Oltre a Derna, infatti, ci sono molte altre aree colpite, come Susah (8mila abitanti), Al Marj (80mila), Al Bayda (250mila) e zone dell’entroterra di cui si sa poco o nulla. Le comunicazioni sono interrotte, Internet e i telefonini non funzionano, molte strade sono bloccate e i soccorsi tardano ad arrivare. Difficile spiegare le cause di un tale disastro: incuria, cambiamenti climatici, il fatto che molta gente stava dormendo quando è arrivata la piena sono possibili motivazioni.

I recenti cataclismi che hanno colpito Libia e Marocco svelano l’ipocrisia della nostra politica estera

Due Paesi in emergenza. La comunità internazionale si mobilita. E l’Italia? Per leggere la politica estera del governo italiano basta leggere due dichiarazioni del ministro agli Esteri Antonio Tajani che nel giro di qualche minuto parla di Libia e Marocco. Per quanto riguarda la Libia Tajani si affretta ad annunciare di avere “l’ambasciatore a Tripoli per avere gli ultimi aggiornamenti. Il governo italiano risponde subito alle richieste di sostegno per l’alluvione nell’est della Libia: una squadra avanzata di valutazione è già in partenza coordinata dalla nostra Protezione civile”. Dice Tajani: “Ho chiamato l’ambasciatore a Tripoli per avere gli ultimi aggiornamenti. Il governo italiano risponde subito alle richieste di sostegno per l’alluvione nell’est della Libia: una squadra avanzata di valutazione è già in partenza coordinata dalla nostra Protezione civile”.

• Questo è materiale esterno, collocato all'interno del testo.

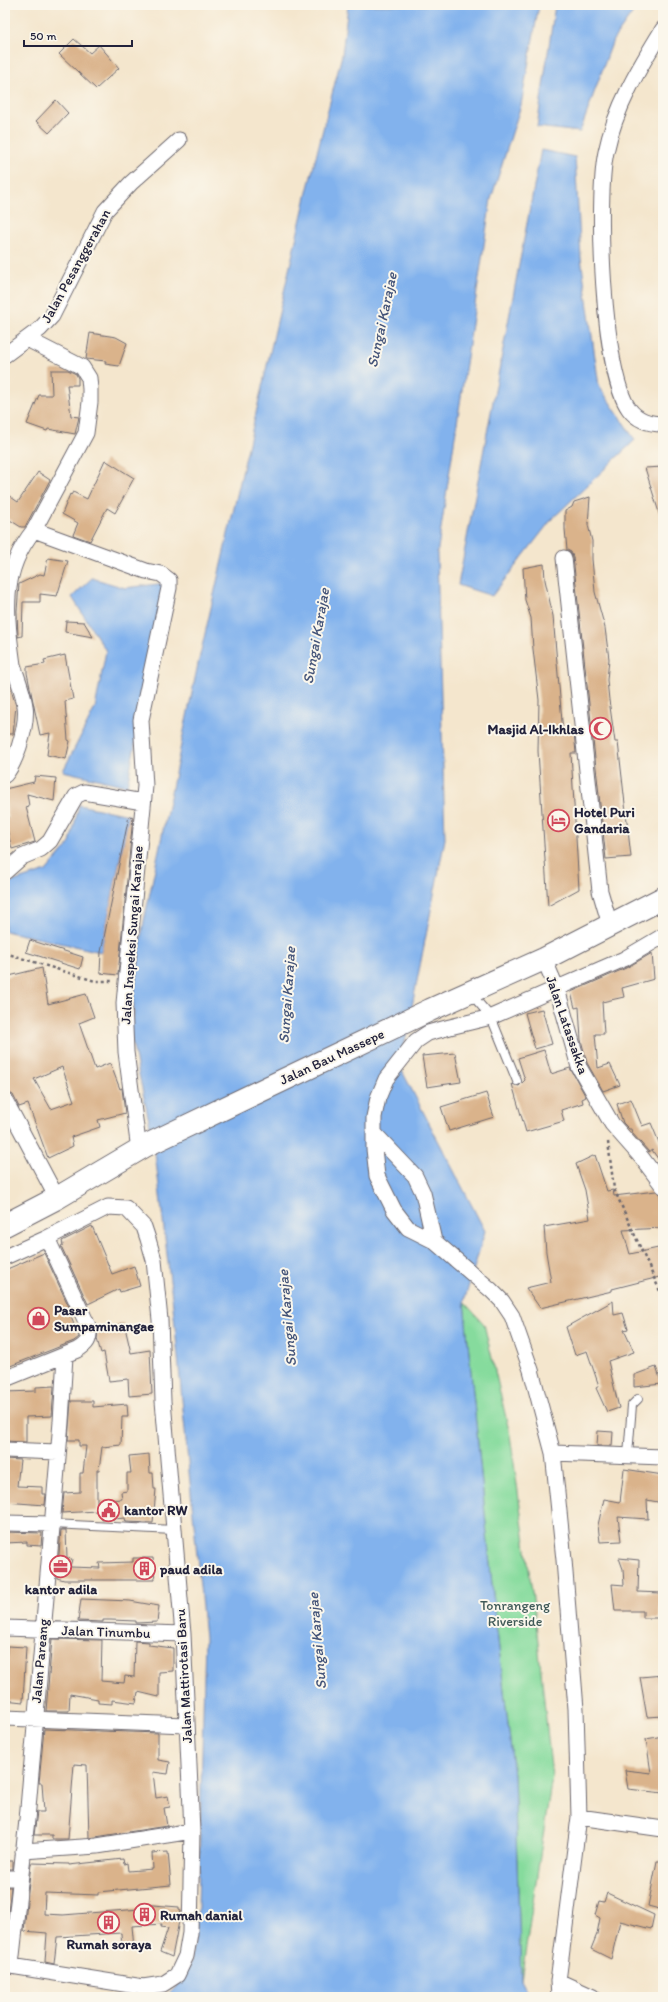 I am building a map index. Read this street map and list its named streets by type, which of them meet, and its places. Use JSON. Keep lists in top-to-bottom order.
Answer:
{
  "streets": {
    "highway": ["Jalan Bau Massepe"],
    "street": [
      "Jalan Pesanggerahan",
      "Jalan Inspeksi Sungai Karajae",
      "Jalan Latassakka",
      "Jalan Tinumbu",
      "Jalan Pareang",
      "Jalan Mattirotasi Baru"
    ]
  },
  "crossings": [
    ["Jalan Inspeksi Sungai Karajae", "Jalan Bau Massepe"],
    ["Jalan Latassakka", "Jalan Bau Massepe"],
    ["Jalan Tinumbu", "Jalan Pareang"],
    ["Jalan Tinumbu", "Jalan Mattirotasi Baru"],
    ["Jalan Pareang", "Jalan Mattirotasi Baru"]
  ],
  "water": ["Sungai Karajae"],
  "parks": ["Tonrangeng Riverside"],
  "places": {
    "mosque": ["Masjid Al-Ikhlas"],
    "hotel": ["Hotel Puri Gandaria"],
    "shop": ["Pasar Sumpaminangae"],
    "public building": ["kantor RW"],
    "office": ["kantor adila"],
    "building": ["paud adila", "Rumah danial", "Rumah soraya"]
  },
  "scale_bar": "50 m"
} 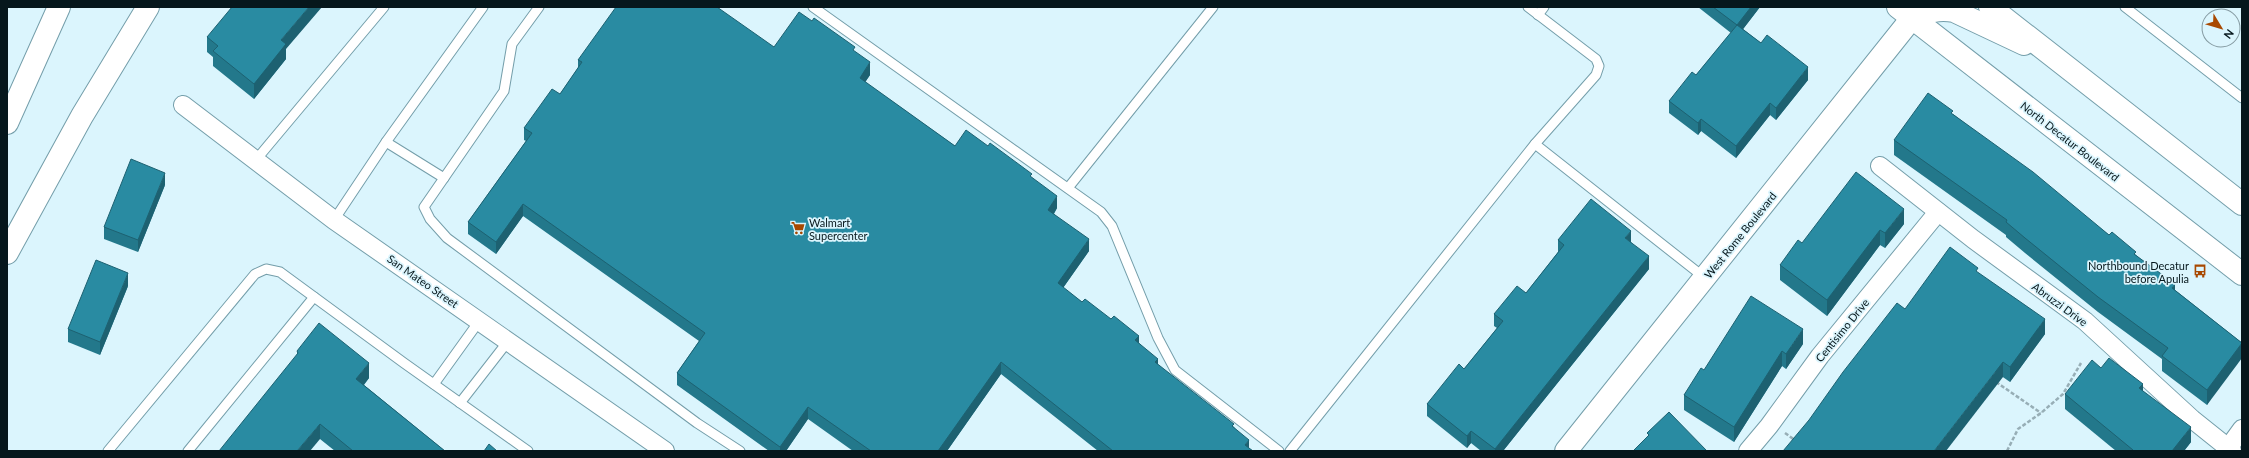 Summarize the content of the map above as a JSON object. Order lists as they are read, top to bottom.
{
  "streets": {
    "main road": ["North Decatur Boulevard", "West Rome Boulevard"],
    "street": ["San Mateo Street", "Abruzzi Drive", "Centisimo Drive"]
  },
  "crossings": [
    ["North Decatur Boulevard", "West Rome Boulevard"],
    ["Abruzzi Drive", "Centisimo Drive"]
  ],
  "places": {
    "supermarket": ["Walmart Supercenter"],
    "bus stop": ["Northbound Decatur before Apulia"]
  },
  "north": "bottom right"
}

Sul Marocco il discorso cambia. “Il Marocco – dice Tajani – ha avuto offerte di aiuti da tutti i Paesi del mondo, ha scelto quelli con cui probabilmente ha relazioni di maggiore vicinanza, penso per esempio alla Spagna. Noi abbiamo dato ovviamente tutta la nostra disponibilità, così come alla Libia dove c’è stato un altro disastro naturale e siamo pronti a fare tutto ciò che serve a questo Paese che ha avuto già tante vittime a causa della guerra. Almeno per il momento non abbiamo avuto notizie di italiani coinvolti nell’inondazione, stiamo seguendo la vicenda da vicino con il nostro consolato a Bengasi e l’ambasciata a Tripoli”. Qual è la differenza? Semplice: la Libia occlude le partenze verso l’Italia, il Marocco no. La differenza sta tutta solo qui.